Nepal has developed close ties with China in recent years and restricts the movements and activities of Tibetan refugees in the country, sometimes forcibly returning them to China when they attempt to cross the border.

Wangden, who with his family crossed into Nepal in a group of six, described heightened security in the area through which they passed.

“The number of Chinese border patrols had increased, and we found it very difficult to escape detection,” he said.

“I had crossed once before into Nepal, when it was easy, but this was a different story. Several barracks had been constructed at the border for the Chinese soldiers who watch the area, and cameras had been set up.”
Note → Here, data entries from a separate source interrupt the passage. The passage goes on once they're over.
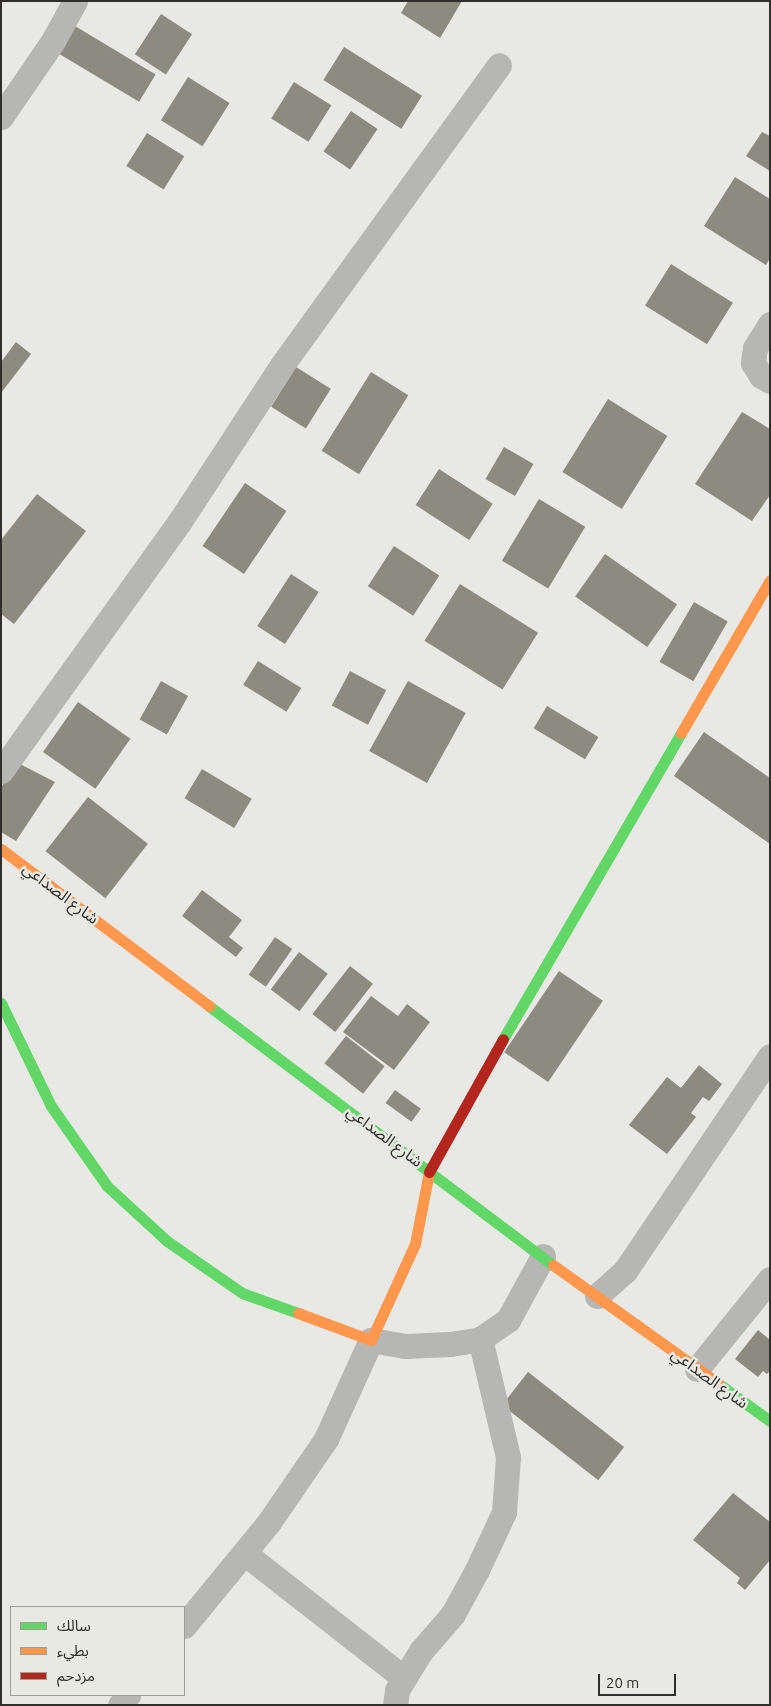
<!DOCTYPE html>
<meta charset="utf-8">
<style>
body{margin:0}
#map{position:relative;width:771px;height:1706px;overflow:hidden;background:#e8e8e4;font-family:Ubuntu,"Noto Sans Arabic",sans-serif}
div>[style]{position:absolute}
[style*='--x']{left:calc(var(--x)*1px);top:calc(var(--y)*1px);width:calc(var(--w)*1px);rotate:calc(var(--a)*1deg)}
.building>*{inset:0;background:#8d8b7f;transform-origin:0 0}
.street>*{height:25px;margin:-12.5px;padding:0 12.5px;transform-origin:12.5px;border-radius:12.5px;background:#b6b6b4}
.fast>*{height:11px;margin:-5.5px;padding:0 5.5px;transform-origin:5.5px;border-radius:5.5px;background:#63d668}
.slow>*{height:11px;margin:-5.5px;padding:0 5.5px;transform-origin:5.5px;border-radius:5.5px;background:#ff974d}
.jam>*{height:11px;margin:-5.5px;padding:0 5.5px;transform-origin:5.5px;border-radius:5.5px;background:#b3261e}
span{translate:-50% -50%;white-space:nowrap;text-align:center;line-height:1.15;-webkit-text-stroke:5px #e9e9e3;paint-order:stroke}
.street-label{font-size:16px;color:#2f2e2c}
.frame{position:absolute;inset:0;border:2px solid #2f2e2c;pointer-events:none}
.legend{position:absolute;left:10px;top:1606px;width:175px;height:90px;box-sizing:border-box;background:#e9e9e3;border:1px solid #9f9e9a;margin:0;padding:6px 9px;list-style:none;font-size:15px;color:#2f2e2c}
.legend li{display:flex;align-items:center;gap:10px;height:25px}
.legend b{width:25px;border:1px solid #9f9e9a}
.scale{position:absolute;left:598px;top:1674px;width:78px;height:22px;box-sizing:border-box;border:2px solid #2f2e2c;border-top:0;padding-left:6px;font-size:15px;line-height:18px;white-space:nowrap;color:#2f2e2c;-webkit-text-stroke:4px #e9e9e3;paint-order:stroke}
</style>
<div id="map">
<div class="building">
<i style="clip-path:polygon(408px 1px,462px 1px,440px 38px,401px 13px)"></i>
<i style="left:161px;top:14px;width:37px;height:48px;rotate:33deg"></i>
<i style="left:75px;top:26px;width:94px;height:32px;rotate:31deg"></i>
<i style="left:344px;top:47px;width:92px;height:39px;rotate:32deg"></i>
<i style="left:188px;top:77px;width:49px;height:51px;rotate:32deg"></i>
<i style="left:294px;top:82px;width:44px;height:43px;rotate:32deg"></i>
<i style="left:351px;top:111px;width:32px;height:49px;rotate:34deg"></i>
<i style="clip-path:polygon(762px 132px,770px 136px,770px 171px,746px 156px)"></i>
<i style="left:147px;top:133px;width:44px;height:39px;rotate:32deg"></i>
<i style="clip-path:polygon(735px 177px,770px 199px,770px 258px,766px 265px,704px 226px)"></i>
<i style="left:671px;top:264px;width:73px;height:49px;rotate:32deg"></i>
<i style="clip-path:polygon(16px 342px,31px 354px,1px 393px,1px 362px)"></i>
<i style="left:296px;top:367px;width:41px;height:47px;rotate:32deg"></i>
<i style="left:371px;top:372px;width:44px;height:93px;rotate:32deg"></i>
<i style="left:608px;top:399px;width:70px;height:86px;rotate:32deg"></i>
<i style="clip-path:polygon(742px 412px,770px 429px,770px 495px,752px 521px,695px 484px)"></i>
<i style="left:504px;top:447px;width:34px;height:37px;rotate:30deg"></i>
<i style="left:439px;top:469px;width:64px;height:43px;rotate:33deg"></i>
<i style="left:245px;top:483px;width:50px;height:76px;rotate:34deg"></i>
<i style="clip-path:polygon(37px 494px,86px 531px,14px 624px,1px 614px,1px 540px)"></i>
<i style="left:539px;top:499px;width:54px;height:72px;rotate:31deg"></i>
<i style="left:394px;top:546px;width:54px;height:48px;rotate:33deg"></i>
<i style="left:605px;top:554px;width:88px;height:52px;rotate:35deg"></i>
<i style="left:291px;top:574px;width:33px;height:62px;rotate:33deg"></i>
<i style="left:460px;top:584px;width:92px;height:67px;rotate:32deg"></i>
<i style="left:694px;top:602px;width:39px;height:69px;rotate:30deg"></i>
<i style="left:258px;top:661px;width:51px;height:28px;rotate:32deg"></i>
<i style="left:350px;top:671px;width:41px;height:39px;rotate:28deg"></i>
<i style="left:161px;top:681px;width:31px;height:44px;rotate:29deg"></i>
<i style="left:408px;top:681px;width:66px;height:80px;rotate:29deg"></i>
<i style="left:78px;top:702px;width:64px;height:61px;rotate:35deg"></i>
<i style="left:547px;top:706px;width:60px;height:26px;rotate:31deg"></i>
<i style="clip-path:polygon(704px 732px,770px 778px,770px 844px,674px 776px)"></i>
<i style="clip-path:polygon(18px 763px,55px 782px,16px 841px,1px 832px,1px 787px)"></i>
<i style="left:202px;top:769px;width:58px;height:34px;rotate:31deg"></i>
<i style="left:88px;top:797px;width:76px;height:69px;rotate:38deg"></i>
<i style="clip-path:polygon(202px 890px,242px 920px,229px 937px,243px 948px,236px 957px,182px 916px)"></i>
<i style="left:275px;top:937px;width:21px;height:46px;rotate:35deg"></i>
<i style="left:299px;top:952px;width:36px;height:47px;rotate:37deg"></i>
<i style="left:350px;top:966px;width:29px;height:61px;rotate:38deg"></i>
<i style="left:559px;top:971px;width:53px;height:98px;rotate:34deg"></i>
<i style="clip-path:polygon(371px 996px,398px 1016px,407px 1004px,430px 1022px,394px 1070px,343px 1032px)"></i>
<i style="left:346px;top:1036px;width:49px;height:35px;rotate:38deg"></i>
<i style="clip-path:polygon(699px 1065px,722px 1084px,709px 1101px,703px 1097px,691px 1113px,696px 1117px,667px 1154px,629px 1125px,667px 1077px,681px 1088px)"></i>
<i style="left:395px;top:1090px;width:32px;height:16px;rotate:36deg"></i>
<i style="clip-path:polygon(758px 1330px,770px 1340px,770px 1371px,767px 1374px,763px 1371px,758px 1377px,735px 1359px)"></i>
<i style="left:528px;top:1372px;width:122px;height:42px;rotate:38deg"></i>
<i style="clip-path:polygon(733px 1493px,770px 1522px,770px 1560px,745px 1590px,737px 1583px,740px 1578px,693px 1540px)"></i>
</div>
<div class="street">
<i style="--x:1;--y:117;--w:92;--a:-55.6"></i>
<i style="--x:53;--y:41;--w:46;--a:-61.2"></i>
<i style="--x:770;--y:324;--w:28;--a:122"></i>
<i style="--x:755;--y:348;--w:15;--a:98"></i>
<i style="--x:753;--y:363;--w:15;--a:58"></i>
<i style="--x:761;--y:376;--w:10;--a:29"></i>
<i style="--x:1;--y:771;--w:307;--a:-54.4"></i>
<i style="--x:180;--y:521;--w:186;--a:-56.8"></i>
<i style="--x:282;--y:365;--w:370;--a:-54.1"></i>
<i style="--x:597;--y:1296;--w:38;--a:-42"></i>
<i style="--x:625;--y:1271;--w:259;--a:-56"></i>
<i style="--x:697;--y:1369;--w:116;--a:-51"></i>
<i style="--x:244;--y:1553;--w:203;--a:38"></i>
<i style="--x:184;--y:1626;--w:134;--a:-50.7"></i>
<i style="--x:269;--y:1522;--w:101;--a:-55.5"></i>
<i style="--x:326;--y:1439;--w:109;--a:-65.6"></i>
<i style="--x:371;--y:1340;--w:35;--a:10"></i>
<i style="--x:405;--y:1346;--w:45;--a:-2.5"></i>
<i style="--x:450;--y:1344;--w:30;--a:-9"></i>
<i style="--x:480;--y:1339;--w:34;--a:-34"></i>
<i style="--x:508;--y:1320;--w:73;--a:-61.3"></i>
<i style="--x:120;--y:1705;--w:13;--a:-51"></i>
<i style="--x:395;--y:1705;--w:15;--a:-82"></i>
<i style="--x:397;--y:1690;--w:46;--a:-58.4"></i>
<i style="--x:421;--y:1651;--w:49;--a:-49.1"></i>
<i style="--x:453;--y:1614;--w:50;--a:-61.4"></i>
<i style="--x:477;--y:1570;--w:64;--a:-65"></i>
<i style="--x:504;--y:1512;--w:55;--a:-85.8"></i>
<i style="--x:508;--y:1457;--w:121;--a:-103.3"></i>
</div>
<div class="fast">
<i style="--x:1;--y:1003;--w:114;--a:64.1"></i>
<i style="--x:51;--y:1106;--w:98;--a:55"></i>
<i style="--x:107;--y:1186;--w:81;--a:42.5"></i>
<i style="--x:167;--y:1241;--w:91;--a:34.7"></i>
<i style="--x:242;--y:1293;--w:59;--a:19.7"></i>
<i style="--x:209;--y:1006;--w:431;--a:37"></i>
<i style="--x:503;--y:1039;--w:354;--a:-59.8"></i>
<i style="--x:719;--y:1384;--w:63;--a:36"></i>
</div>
<div class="slow">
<i style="--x:681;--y:733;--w:177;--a:-59.8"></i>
<i style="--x:1;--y:849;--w:261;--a:37"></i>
<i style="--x:553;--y:1265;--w:204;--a:35.6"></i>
<i style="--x:298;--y:1313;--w:78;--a:20.3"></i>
<i style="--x:371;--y:1340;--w:106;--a:-65.4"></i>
<i style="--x:415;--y:1244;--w:73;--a:-79"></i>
</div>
<div class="jam">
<i style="--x:429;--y:1172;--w:152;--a:-60.9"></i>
</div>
<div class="street-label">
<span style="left:61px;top:893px;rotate:37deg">شارع الصداعي</span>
<span style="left:385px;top:1136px;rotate:37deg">شارع الصداعي</span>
<span style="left:710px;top:1378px;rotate:36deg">شارع الصداعي</span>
</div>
<div class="frame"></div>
<ul class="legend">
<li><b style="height:6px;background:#63d668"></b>سالك</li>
<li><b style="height:6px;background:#ff974d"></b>بطيء</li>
<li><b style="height:6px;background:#b3261e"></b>مزدحم</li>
</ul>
<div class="scale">20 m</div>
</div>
The group successfully passed through the camps on their third attempt, Wangden said.

“We heard that a group of eight tried to cross after us, but were spotted and detained.”

Wangden had joined in a protest in Kardze two years before, he said, calling with other Tibetans for greater freedom and for the return of the Tibetan spiritual leader the Dalai Lama, who had escaped into exile in India in 1959 following a failed national uprising against Chinese rule.

“When Chinese forces arrived, they used iron bars and clubs, and finally fired on us,” Wangden said.

“A friend shouted that we should run, but he could not escape, and he was detained along with 12 other Tibetans.”

“I escaped into the forest and traveled toward Nyagrong,” a neighboring county, he said. “I stayed in the Nyagrong forest for about four months and spent many days without food. I then joined a group of Tibetan nomads who were living in the area.”

Reaching the Tibetan capital Lhasa with the help of a friend, and joined by his family, Wangden then decided to cross into Nepal, traveling with his wife and daughter and others by the route he had used once before.

“I have been running for almost three years,” he said.

Many Tibetans have chafed for years under Chinese rule, which they say has eroded their national culture and curbed their freedom to practice Buddhism.

Rioting rocked Lhasa in March 2008 and protests spread to Tibetan-populated regions of western China, causing official embarrassment ahead of the August 2008 Beijing Olympics.

The India-based Tibetan government-in-exile estimates that at least 220 Tibetans were killed, with another 7,000 detained, in the subsequent region-wide crackdown.